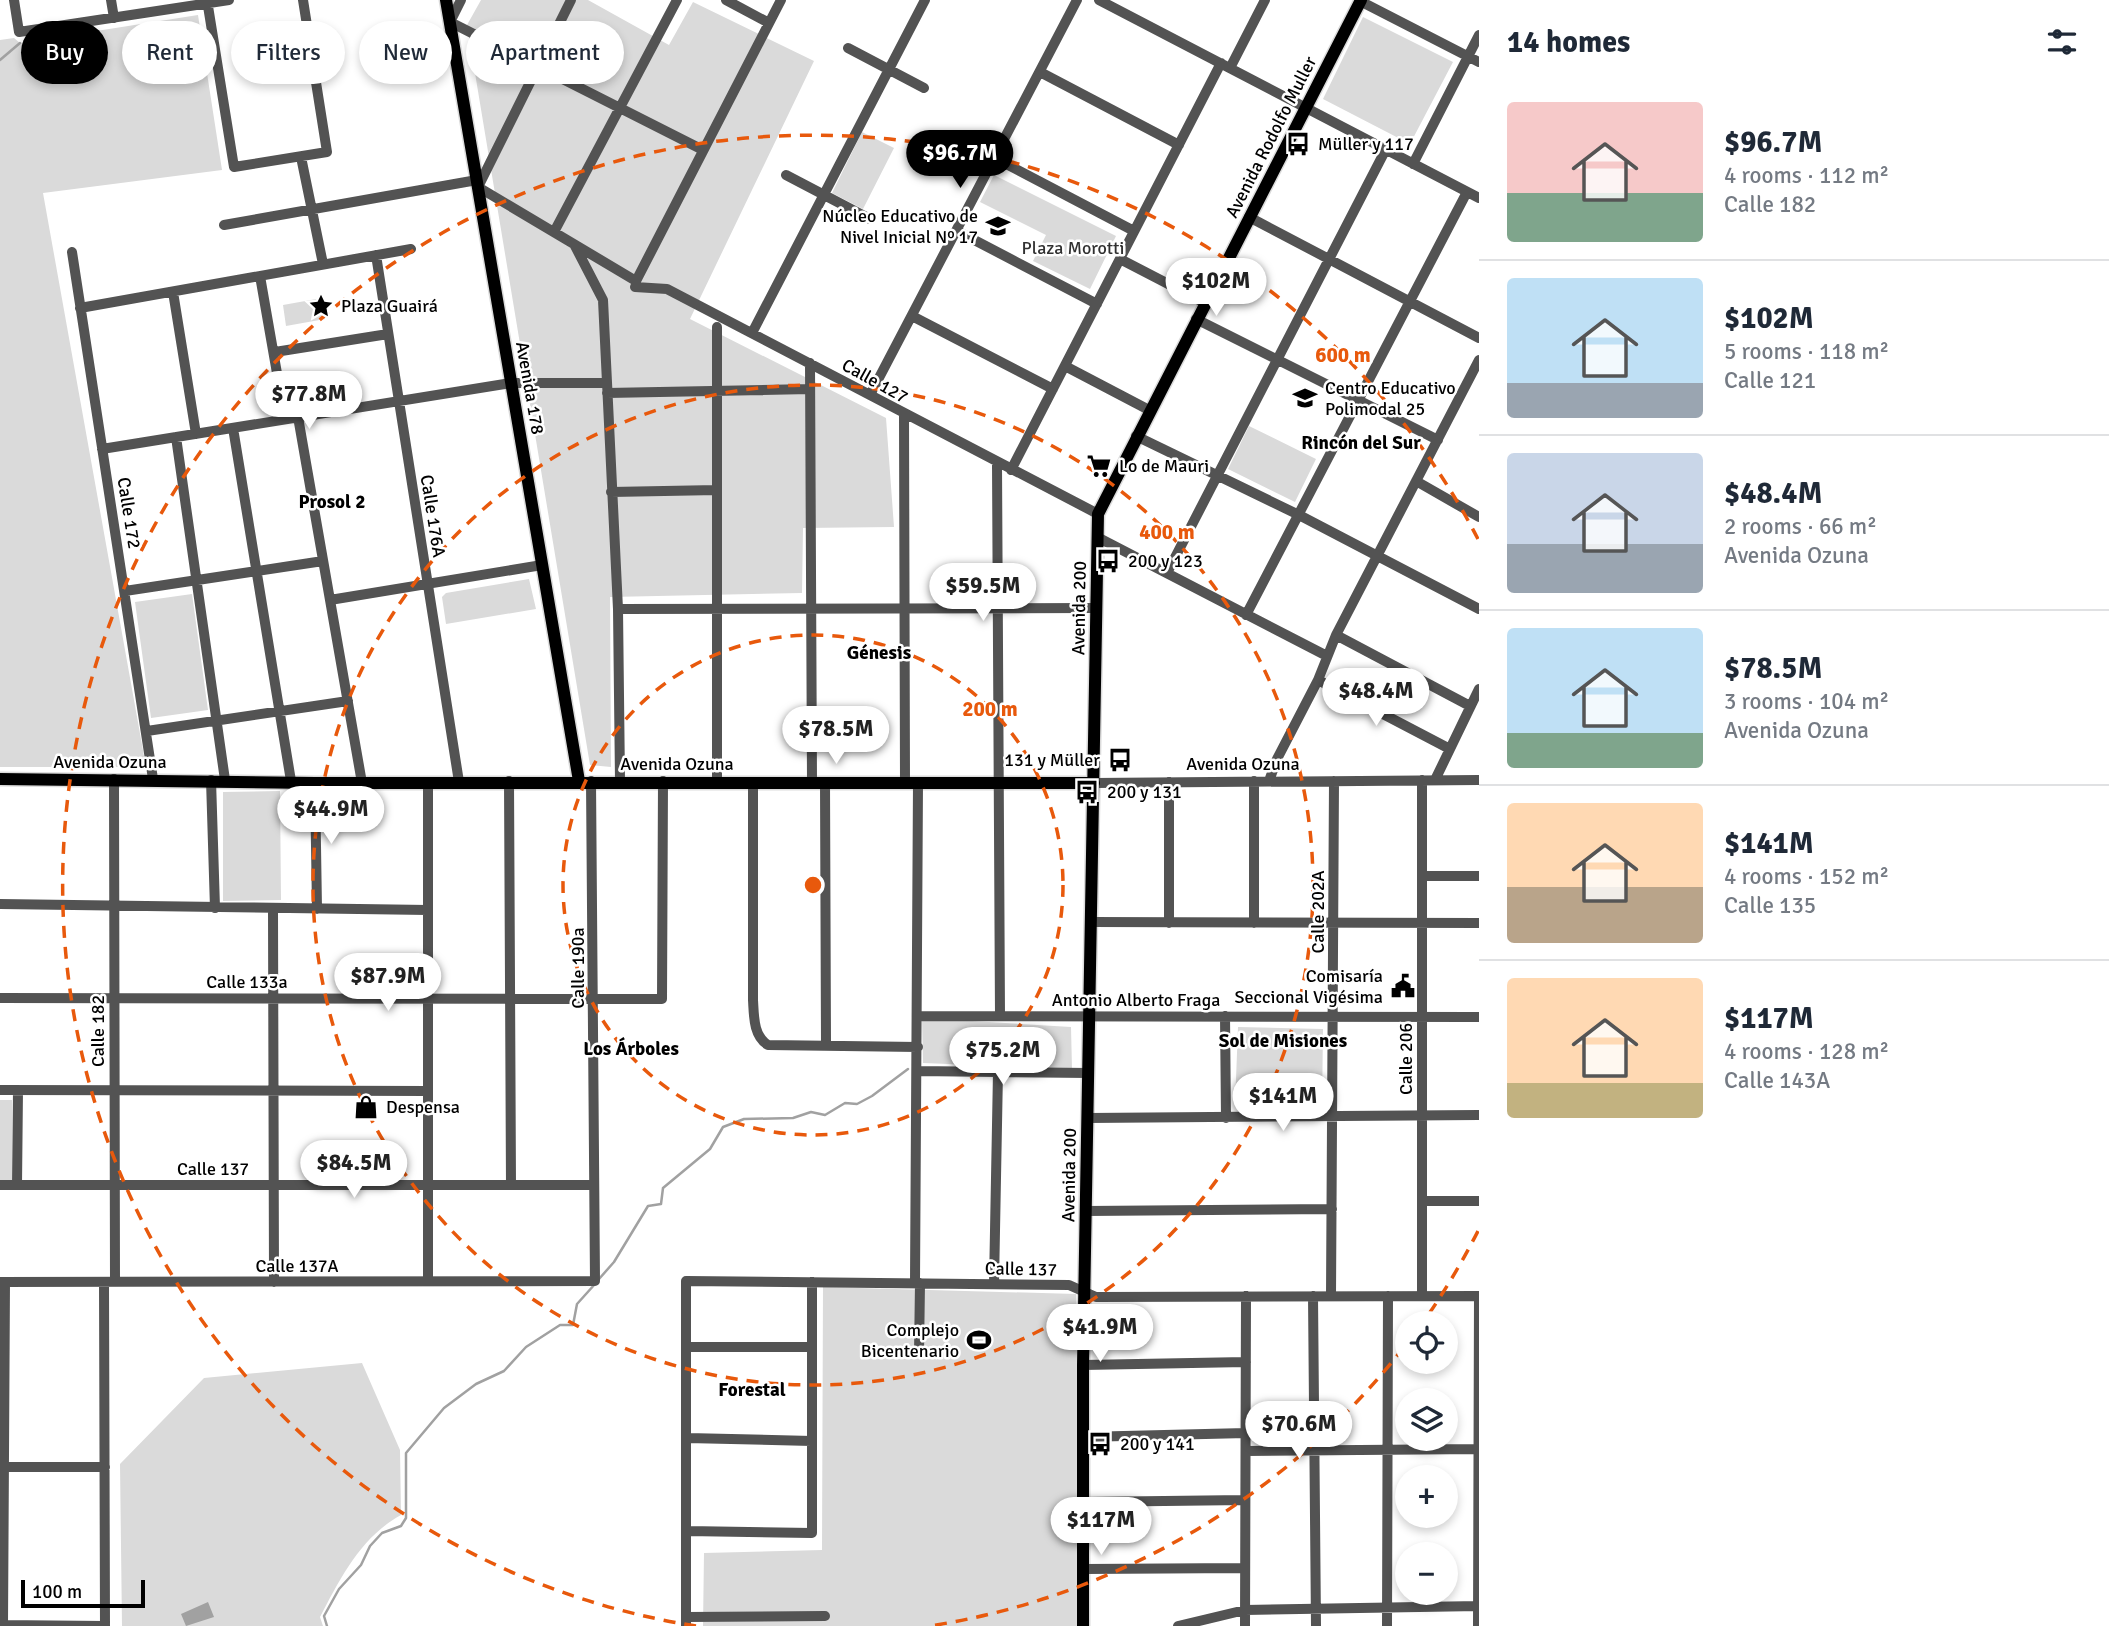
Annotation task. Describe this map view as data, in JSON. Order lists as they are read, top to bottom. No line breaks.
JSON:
{"streets":{"main road":["Avenida Rodolfo Muller","Avenida 178","Avenida 200","Avenida Ozuna"],"street":["Calle 127","Calle 172","Calle 176A","Calle 202A","Calle 190a","Calle 133a","Antonio Alberto Fraga","Calle 182","Calle 206","Calle 137","Calle 137A"]},"crossings":[["Avenida Rodolfo Muller","Calle 127"],["Avenida Rodolfo Muller","Avenida 200"],["Calle 127","Avenida 200"],["Avenida 178","Avenida Ozuna"],["Avenida 178","Calle 190a"],["Calle 172","Avenida Ozuna"],["Calle 176A","Avenida Ozuna"],["Avenida 200","Avenida Ozuna"],["Avenida 200","Antonio Alberto Fraga"],["Avenida 200","Calle 137"],["Avenida Ozuna","Calle 202A"],["Avenida Ozuna","Calle 190a"],["Avenida Ozuna","Calle 133a"],["Avenida Ozuna","Calle 182"],["Avenida Ozuna","Calle 206"],["Calle 202A","Antonio Alberto Fraga"],["Calle 202A","Calle 137"],["Calle 190a","Calle 133a"],["Calle 190a","Calle 137"],["Calle 190a","Calle 137A"],["Calle 133a","Calle 182"],["Antonio Alberto Fraga","Calle 206"],["Calle 182","Calle 137"],["Calle 182","Calle 137A"],["Calle 206","Calle 137"]],"districts":["Rincón del Sur","Prosol 2","Génesis","Sol de Misiones","Los Árboles","Forestal"],"parks":["Plaza Morotti"],"places":{"bus stop":["Müller y 117","200 y 123","131 y Müller","200 y 131","200 y 141"],"school or university":["Núcleo Educativo de Nivel Inicial Nº 17","Centro Educativo Polimodal 25"],"place":["Plaza Guairá"],"supermarket":["Lo de Mauri"],"public building":["Comisaría Seccional Vigésima"],"shop":["Despensa"],"sports":["Complejo Bicentenario"]},"scale_bar":"100 m","page":{"heading":"14 homes","chip":["Buy","Rent","Filters","New","Apartment"],"list":[{"name":"$96.7M","note":"4 rooms · 112 m² · Calle 182"},{"name":"$102M","note":"5 rooms · 118 m² · Calle 121"},{"name":"$48.4M","note":"2 rooms · 66 m² · Avenida Ozuna"},{"name":"$78.5M","note":"3 rooms · 104 m² · Avenida Ozuna"},{"name":"$141M","note":"4 rooms · 152 m² · Calle 135"},{"name":"$117M","note":"4 rooms · 128 m² · Calle 143A"}],"price":["$96.7M","$102M","$77.8M","$59.5M","$48.4M","$78.5M","$44.9M","$87.9M","$75.2M","$141M","$84.5M","$41.9M","$70.6M","$117M"],"map_buttons":["+","−"],"scale":"100 m"},"rings":["600 m","400 m","200 m"]}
------
Look through the material above. Copy each line where the word "JSON" appears.

▶ [Written answer]:
Annotation task. Describe this map view as data, in JSON. Order lists as they are read, top to bottom. No line breaks.
JSON:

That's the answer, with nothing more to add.